When left to its own devices, what does one of the largest neural networks for machine learning in the world use its 16,000 computer processors and one billion connections do? Solve complex environmental problems? Crunch scientific data to illuminate the mysteries of deep space? No and no. Turns out, the huge, powerful neural network taught itself to recognize cats (and humans) in only three days.
Researchers from Google and Stanford working at Google’s secretive X Lab connected 16,000 processors (still far short of a human’s estimated 80 billion neurons) and fed the neural network digital images extracted at random from 10 million YouTube videos. The machine was then left alone to learn what it could with no instruction on how to proceed. For three days, the network pored through the images, making connections and finding commonalities between objects. Next, the researchers attempted to see what the computer could identify from a list of 20,000 items.
By learning from the most commonly occurring images the computer was able to achieve an 81.7% accuracy rating in identifying human faces, 76.7% accuracy at identifying human body parts, and 74.8 percent accuracy when identifying cats. The increases represent a 70% jump in accuracy compared to previous studies.

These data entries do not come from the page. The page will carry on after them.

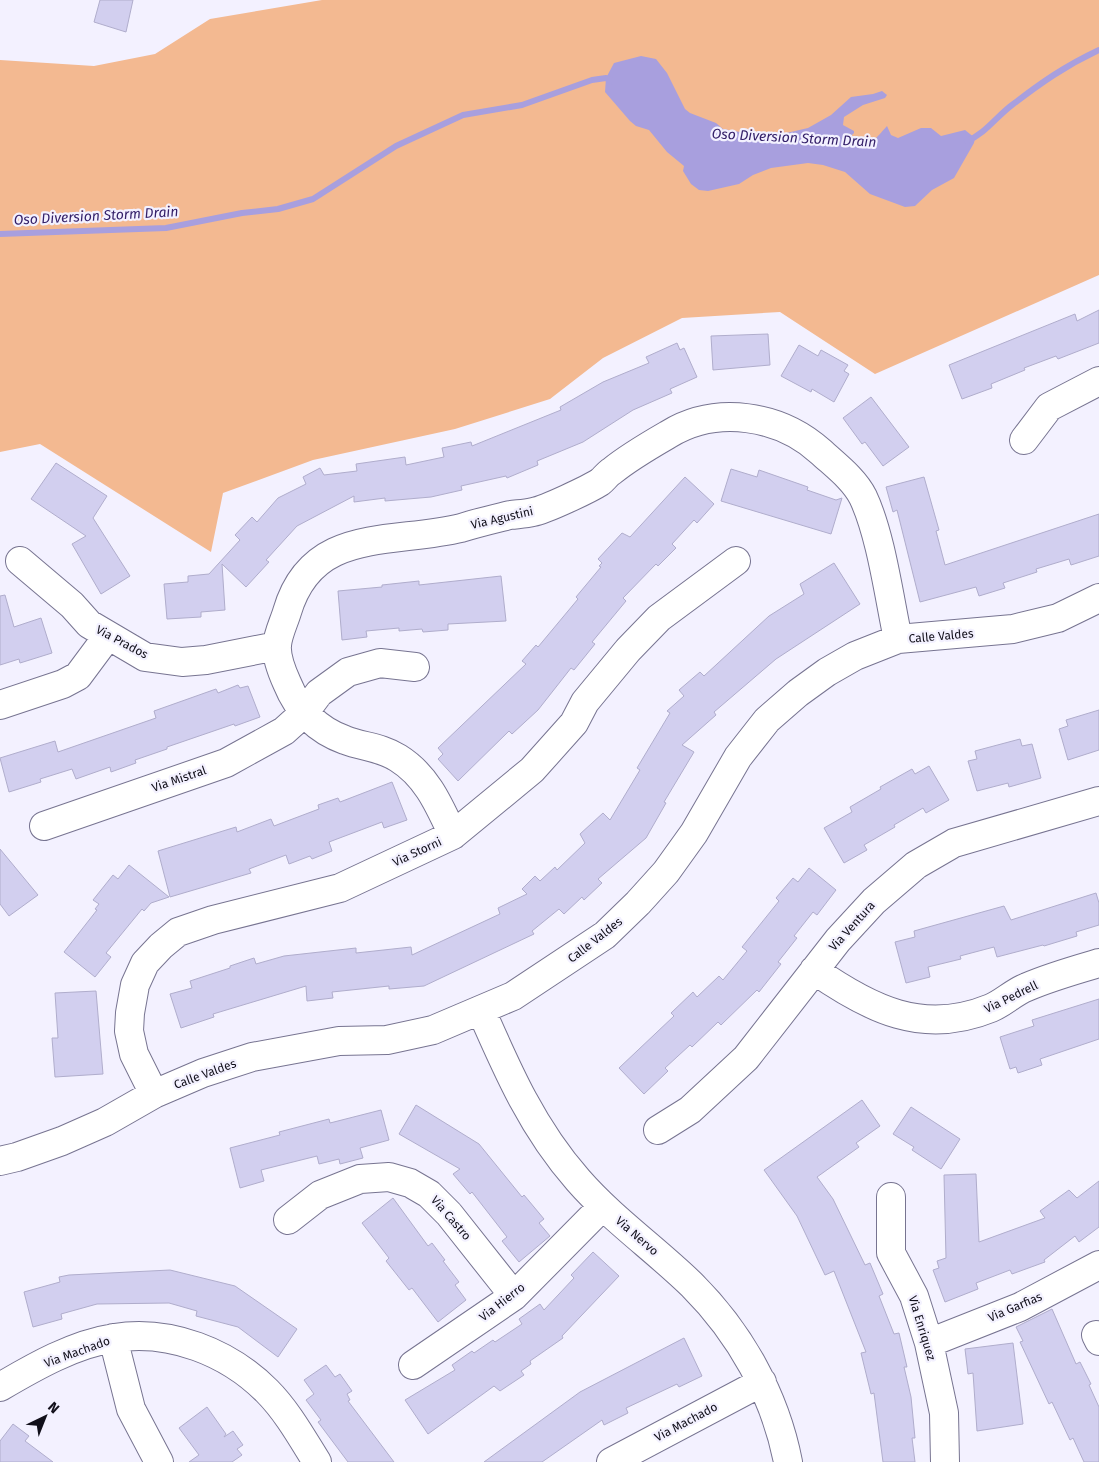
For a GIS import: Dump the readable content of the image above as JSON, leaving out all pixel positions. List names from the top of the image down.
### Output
{
  "streets": {
    "street": [
      "Via Agustini",
      "Calle Valdes",
      "Via Prados",
      "Via Mistral",
      "Via Storni",
      "Via Ventura",
      "Via Pedrell",
      "Via Castro",
      "Via Nervo",
      "Via Hierro",
      "Via Garfias",
      "Via Enriquez",
      "Via Machado"
    ]
  },
  "crossings": [
    ["Via Agustini", "Calle Valdes"],
    ["Via Agustini", "Via Prados"],
    ["Via Agustini", "Via Mistral"],
    ["Via Agustini", "Via Storni"],
    ["Calle Valdes", "Via Storni"],
    ["Calle Valdes", "Via Nervo"],
    ["Via Ventura", "Via Pedrell"],
    ["Via Castro", "Via Hierro"],
    ["Via Nervo", "Via Hierro"],
    ["Via Nervo", "Via Machado"],
    ["Via Garfias", "Via Enriquez"]
  ],
  "water": ["Oso Diversion Storm Drain"],
  "north": "top right"
}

The network constructed a rough image of what a cat would look like by extracting general features as it was exposed to the 10 million images, in much the same way that a human brain uses repeated firing of specific neurons in the visual cortex to train itself to recognize a particular face. What the experiment proved is that it is possible for the computer to learn what something is without it being labeled; the neural network created the concept of both humans and cats without being prompted.
Machine learning lies in the use of algorithms to allow computers to evolve behavior based on data by recognizing complex problems and making intelligent, data-based decisions. The problem is that when faced with complex problems with large data sets, it is next to impossible for all possible variables to be covered, so the system must generalize from the data it has. In the case of the cats, Google’s neural network was able to generalize what humans and cats look like with relatively high accuracy.
The potential applications of this kind of neural network are broad. Speech and facial recognition, as well as translation software would benefit from machine learning that only requires vast amounts of data with no hints or guidance from human operators. The current Big Data movement is providing huge quantities of data, and it is encouraging to know that there may be actual applications for it.
Reflecting the confidence that Google has in the project, the company is moving the neural network research out of X Lab and into its division charged with search and related services. Expect to see larger neural networks with even higher accuracy rates constructed in the near future. Hopefully we can move on to using them for something more important… perhaps even recognizing dogs?